··· Exercise materials ···
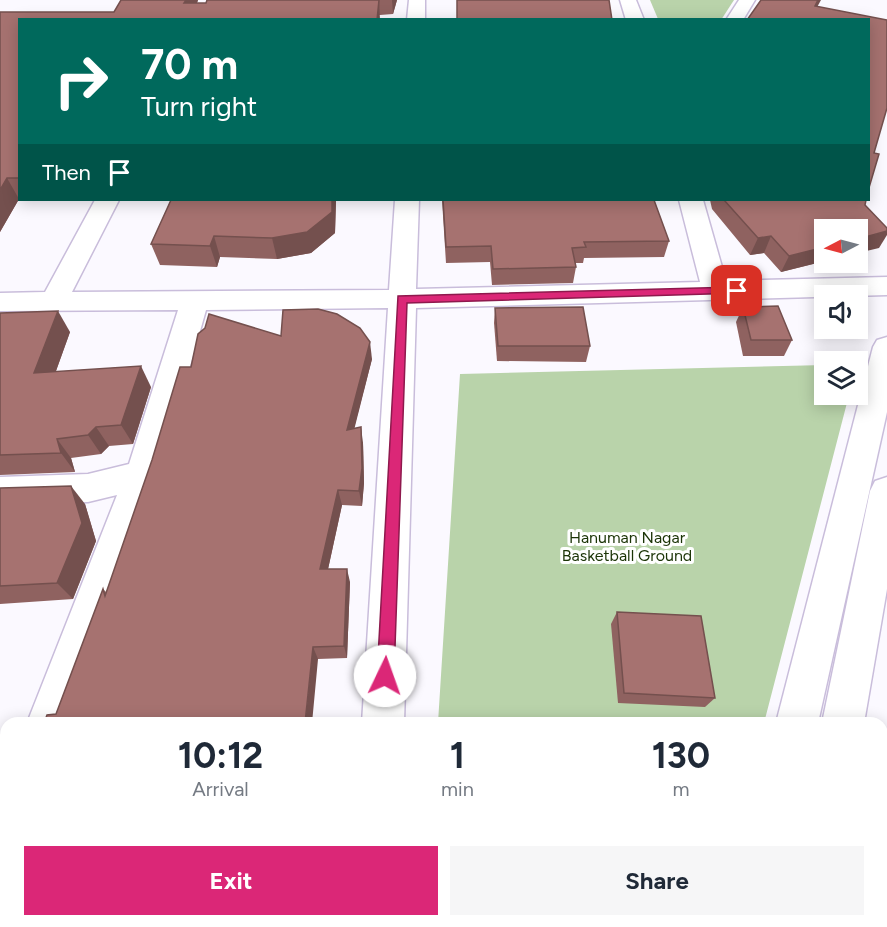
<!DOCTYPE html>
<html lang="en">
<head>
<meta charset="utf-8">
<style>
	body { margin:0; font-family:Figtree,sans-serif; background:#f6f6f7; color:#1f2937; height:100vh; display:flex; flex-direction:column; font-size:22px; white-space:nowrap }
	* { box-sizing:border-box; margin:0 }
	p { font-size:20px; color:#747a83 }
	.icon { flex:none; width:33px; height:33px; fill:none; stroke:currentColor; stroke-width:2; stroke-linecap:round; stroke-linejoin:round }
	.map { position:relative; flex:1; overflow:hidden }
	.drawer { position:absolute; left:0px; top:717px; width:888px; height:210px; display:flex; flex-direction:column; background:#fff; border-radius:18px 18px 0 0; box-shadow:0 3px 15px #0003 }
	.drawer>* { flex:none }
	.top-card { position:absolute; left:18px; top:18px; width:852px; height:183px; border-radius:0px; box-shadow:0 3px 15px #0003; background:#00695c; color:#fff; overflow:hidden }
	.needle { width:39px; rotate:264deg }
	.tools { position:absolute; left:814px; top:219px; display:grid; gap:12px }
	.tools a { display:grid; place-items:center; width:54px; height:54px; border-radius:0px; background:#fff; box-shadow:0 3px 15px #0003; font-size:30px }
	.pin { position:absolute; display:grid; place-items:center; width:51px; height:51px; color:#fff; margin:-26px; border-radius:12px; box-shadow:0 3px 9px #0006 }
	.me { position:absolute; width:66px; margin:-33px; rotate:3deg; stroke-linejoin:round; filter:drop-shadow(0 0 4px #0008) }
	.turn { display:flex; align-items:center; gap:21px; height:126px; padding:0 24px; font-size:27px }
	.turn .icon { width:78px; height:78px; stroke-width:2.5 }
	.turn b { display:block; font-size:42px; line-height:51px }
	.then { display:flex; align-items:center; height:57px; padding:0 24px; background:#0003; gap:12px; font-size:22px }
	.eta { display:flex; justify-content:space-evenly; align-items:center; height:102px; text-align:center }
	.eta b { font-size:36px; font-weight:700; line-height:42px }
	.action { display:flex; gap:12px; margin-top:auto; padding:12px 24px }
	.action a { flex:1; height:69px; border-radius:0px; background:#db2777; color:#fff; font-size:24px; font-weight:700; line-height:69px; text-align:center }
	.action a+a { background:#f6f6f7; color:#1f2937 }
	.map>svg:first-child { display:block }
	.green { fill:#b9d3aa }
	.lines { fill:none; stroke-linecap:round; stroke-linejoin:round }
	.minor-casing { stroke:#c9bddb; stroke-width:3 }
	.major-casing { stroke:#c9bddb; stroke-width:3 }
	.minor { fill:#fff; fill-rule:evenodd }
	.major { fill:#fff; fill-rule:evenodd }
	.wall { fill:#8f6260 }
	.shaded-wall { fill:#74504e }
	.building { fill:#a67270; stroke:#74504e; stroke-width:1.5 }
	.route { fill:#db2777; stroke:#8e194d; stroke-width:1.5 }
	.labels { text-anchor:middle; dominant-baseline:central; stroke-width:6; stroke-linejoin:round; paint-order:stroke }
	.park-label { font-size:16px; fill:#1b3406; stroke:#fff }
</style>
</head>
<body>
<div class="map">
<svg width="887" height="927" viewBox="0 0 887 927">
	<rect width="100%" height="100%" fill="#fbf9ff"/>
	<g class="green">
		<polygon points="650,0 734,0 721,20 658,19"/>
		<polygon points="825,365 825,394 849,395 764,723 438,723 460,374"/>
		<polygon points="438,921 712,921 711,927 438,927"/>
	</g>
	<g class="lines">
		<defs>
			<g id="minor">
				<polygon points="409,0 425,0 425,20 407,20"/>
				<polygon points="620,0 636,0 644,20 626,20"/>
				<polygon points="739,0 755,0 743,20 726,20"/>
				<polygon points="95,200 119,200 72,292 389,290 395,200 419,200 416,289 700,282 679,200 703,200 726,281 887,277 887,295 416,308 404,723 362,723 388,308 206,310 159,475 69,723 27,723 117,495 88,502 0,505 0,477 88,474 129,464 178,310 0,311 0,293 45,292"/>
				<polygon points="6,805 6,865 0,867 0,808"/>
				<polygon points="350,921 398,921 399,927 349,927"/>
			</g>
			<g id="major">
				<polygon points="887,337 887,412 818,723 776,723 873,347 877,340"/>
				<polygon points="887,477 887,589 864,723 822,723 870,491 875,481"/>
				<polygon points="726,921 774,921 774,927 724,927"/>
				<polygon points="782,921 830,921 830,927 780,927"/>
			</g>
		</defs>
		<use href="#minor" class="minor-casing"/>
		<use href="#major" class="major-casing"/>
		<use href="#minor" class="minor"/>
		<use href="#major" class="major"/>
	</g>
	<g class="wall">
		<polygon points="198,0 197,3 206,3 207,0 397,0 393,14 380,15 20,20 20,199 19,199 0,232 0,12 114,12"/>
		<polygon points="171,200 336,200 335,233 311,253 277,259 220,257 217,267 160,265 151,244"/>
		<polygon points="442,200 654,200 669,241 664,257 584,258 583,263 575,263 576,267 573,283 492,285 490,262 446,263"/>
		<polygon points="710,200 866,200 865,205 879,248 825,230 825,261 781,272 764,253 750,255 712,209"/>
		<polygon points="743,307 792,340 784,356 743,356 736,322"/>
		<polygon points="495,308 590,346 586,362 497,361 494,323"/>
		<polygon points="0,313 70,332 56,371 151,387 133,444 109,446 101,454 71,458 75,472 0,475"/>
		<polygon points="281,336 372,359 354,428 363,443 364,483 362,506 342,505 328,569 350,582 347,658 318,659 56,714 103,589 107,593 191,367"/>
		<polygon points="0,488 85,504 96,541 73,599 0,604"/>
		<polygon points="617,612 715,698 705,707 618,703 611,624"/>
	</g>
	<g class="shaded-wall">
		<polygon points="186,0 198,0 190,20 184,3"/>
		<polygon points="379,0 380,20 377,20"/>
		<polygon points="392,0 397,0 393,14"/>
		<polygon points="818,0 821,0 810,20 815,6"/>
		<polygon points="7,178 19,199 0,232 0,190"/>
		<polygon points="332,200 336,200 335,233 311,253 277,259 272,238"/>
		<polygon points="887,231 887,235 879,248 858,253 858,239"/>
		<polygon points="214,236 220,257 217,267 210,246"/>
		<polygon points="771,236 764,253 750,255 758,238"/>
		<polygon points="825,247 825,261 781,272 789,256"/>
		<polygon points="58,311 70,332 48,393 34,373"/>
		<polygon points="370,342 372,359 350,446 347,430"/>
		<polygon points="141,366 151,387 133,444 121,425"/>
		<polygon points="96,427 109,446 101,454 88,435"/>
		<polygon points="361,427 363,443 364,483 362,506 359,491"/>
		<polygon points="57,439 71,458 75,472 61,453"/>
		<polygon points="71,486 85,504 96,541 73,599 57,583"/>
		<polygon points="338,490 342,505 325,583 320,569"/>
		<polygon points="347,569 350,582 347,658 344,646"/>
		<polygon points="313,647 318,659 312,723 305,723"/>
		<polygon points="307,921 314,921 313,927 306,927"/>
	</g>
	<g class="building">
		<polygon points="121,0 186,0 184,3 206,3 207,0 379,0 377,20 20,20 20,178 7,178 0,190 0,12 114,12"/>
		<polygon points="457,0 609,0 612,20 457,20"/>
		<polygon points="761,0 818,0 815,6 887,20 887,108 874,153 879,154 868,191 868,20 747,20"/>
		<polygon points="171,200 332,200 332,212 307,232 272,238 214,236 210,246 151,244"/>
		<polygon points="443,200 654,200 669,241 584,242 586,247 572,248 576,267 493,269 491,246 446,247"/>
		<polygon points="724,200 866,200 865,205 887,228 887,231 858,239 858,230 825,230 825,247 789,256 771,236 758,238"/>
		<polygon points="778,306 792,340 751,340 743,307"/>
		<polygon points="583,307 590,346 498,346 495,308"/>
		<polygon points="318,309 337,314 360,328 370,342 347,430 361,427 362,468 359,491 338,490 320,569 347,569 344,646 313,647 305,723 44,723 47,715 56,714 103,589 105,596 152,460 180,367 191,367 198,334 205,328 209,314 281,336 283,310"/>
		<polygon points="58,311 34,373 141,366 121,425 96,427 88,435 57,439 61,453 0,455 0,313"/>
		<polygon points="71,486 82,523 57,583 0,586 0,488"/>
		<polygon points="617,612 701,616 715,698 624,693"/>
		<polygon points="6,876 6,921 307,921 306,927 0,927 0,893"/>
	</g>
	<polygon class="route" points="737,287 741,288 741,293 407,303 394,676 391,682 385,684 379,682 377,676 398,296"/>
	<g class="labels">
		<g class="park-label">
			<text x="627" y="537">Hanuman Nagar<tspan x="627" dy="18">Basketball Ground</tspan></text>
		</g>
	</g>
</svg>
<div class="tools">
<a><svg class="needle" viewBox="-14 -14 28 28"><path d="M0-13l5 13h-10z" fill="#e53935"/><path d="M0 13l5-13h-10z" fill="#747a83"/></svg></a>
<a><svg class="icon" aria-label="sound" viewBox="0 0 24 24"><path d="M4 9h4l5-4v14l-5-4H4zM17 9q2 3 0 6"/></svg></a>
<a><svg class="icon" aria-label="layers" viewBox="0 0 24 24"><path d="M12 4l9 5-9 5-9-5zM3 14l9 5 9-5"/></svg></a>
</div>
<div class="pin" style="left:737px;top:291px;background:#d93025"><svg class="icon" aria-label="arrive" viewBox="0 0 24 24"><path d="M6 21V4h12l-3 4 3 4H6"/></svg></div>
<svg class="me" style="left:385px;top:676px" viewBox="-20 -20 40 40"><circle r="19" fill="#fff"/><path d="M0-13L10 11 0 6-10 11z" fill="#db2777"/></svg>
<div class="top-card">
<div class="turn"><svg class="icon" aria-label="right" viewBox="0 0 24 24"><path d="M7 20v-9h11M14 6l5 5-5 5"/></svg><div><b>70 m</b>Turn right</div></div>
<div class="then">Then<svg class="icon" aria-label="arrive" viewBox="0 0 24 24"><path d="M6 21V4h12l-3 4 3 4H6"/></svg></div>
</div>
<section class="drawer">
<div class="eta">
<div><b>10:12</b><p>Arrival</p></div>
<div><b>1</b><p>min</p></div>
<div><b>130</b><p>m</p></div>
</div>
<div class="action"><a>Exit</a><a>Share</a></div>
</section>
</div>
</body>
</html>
···
The required answer is the count of lines in the listing that contain the word "place", with no other text.

Result of the exercise => 2